Of course there are problems in urban policing. I agree that the warrior-cop mentality is rampant in some police departments around the country, that it is fed by demonizing narratives about black criminality, and that it results in oppressive treatment of the residents of many high-crime areas in our cities. Thus I echo the call of those respondents seeking improved police-community relations and cooperative efforts to produce safer streets and less crime. Alternative models of policing, such as that developed in High Point, North Carolina, can make people safer while preserving the legitimacy of law enforcement. A city of a hundred thousand sandwiched between Winston-Salem and Greensboro, High Point created a new approach to drug enforcement that essentially eliminated “overt drug activity” there, according police. Social service providers, members of the community, police, and drug dealers’ families meet directly with dealers to convey the town’s message that dealing is unacceptable.

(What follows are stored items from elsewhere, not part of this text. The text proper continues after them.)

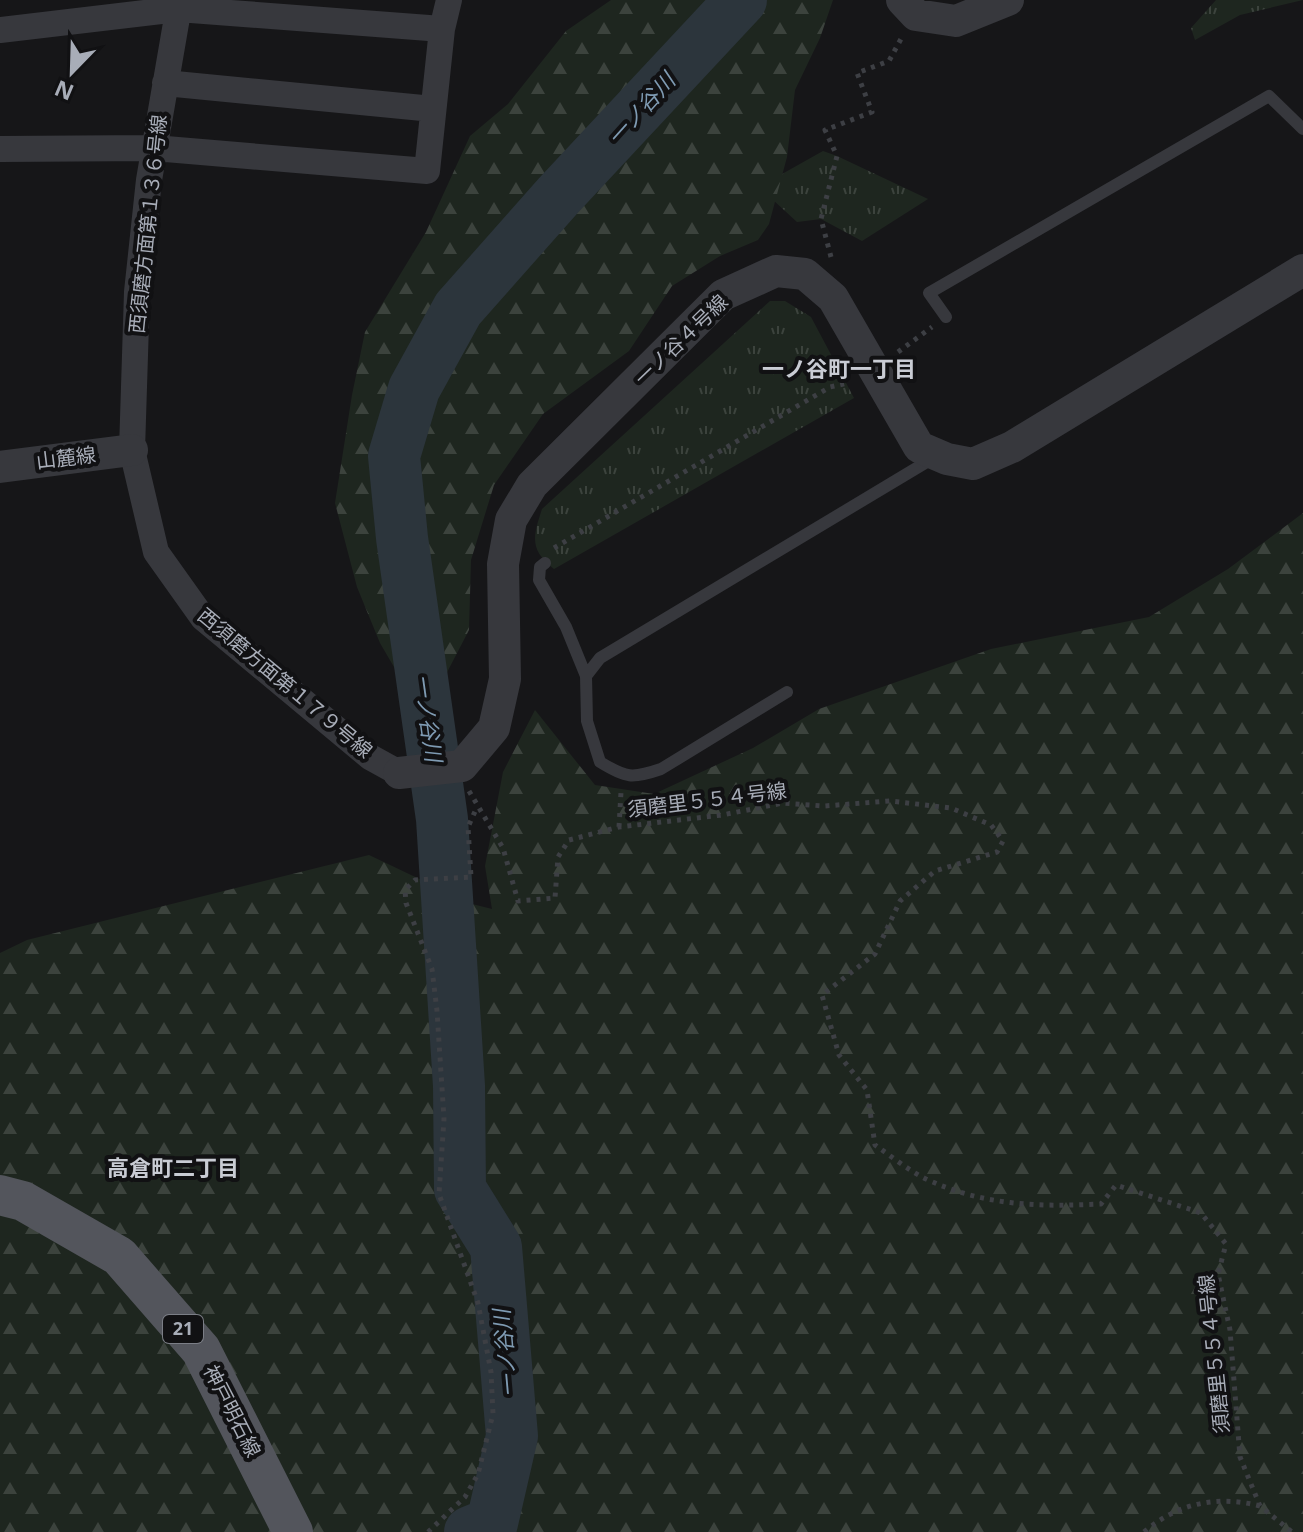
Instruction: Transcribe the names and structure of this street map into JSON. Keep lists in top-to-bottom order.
{
  "streets": {
    "main road": ["21", "神戸明石線"],
    "street": [
      "西須磨方面第１３６号線",
      "一ノ谷４号線",
      "山麓線",
      "西須磨方面第１７９号線"
    ],
    "path": ["須磨里５５４号線"]
  },
  "crossings": [
    ["西須磨方面第１３６号線", "山麓線"],
    ["西須磨方面第１３６号線", "西須磨方面第１７９号線"],
    ["一ノ谷４号線", "須磨里５５４号線"],
    ["山麓線", "西須磨方面第１７９号線"]
  ],
  "districts": ["一ノ谷町一丁目", "高倉町二丁目"],
  "water": ["一ノ谷川"],
  "north": "bottom left"
}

Dealers and police have frank discussions of racial injustice, right and wrong. Offenders are shown the case against them but given a chance to avoid charges if they halt their illegal activities, and service providers offer assistance in transitioning away from criminality. Police departments, especially when operating in predominantly black areas, should be encouraged to pursue alternatives such as this.

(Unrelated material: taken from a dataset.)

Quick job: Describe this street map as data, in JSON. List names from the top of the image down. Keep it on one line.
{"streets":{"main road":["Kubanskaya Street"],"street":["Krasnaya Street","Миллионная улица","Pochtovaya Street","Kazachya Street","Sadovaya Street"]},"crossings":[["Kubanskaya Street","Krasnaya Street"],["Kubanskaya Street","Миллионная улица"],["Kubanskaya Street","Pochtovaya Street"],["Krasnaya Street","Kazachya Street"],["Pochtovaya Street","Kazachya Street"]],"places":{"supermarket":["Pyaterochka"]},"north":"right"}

But, again, none of this has much to do with the Brown case. Nor, as far as I can see, will the time of transformation from the warrior-cop mentality to the community-policing mentality be hastened by calling Wilson a murderer or by demanding his head on a platter. Only time will tell about the extent to which recent protests will develop into a sustained and productive challenge to the political status quo. The same forecast was made about Occupy Wall Street three years ago and appears to have been faulty. Perhaps this case will be different, but if the mantra remains “hands up, don’t shoot” in honor of Brown, I seriously doubt it.

The reflex to define this moment in terms of the historic black freedom struggle is understandable, but it is a mistake. It is, moreover, a betrayal and trivialization of that great effort. It is the responsibility of black intellectuals such as me to say this even if I am alone in doing so. This critical function, operating from within the black community, is every bit as important as denouncing the racial inequities of mass incarceration and the war on drugs. I am not arguing against myself here. Rather, I am being true to my calling as an intellectual, a black man, and an American citizen.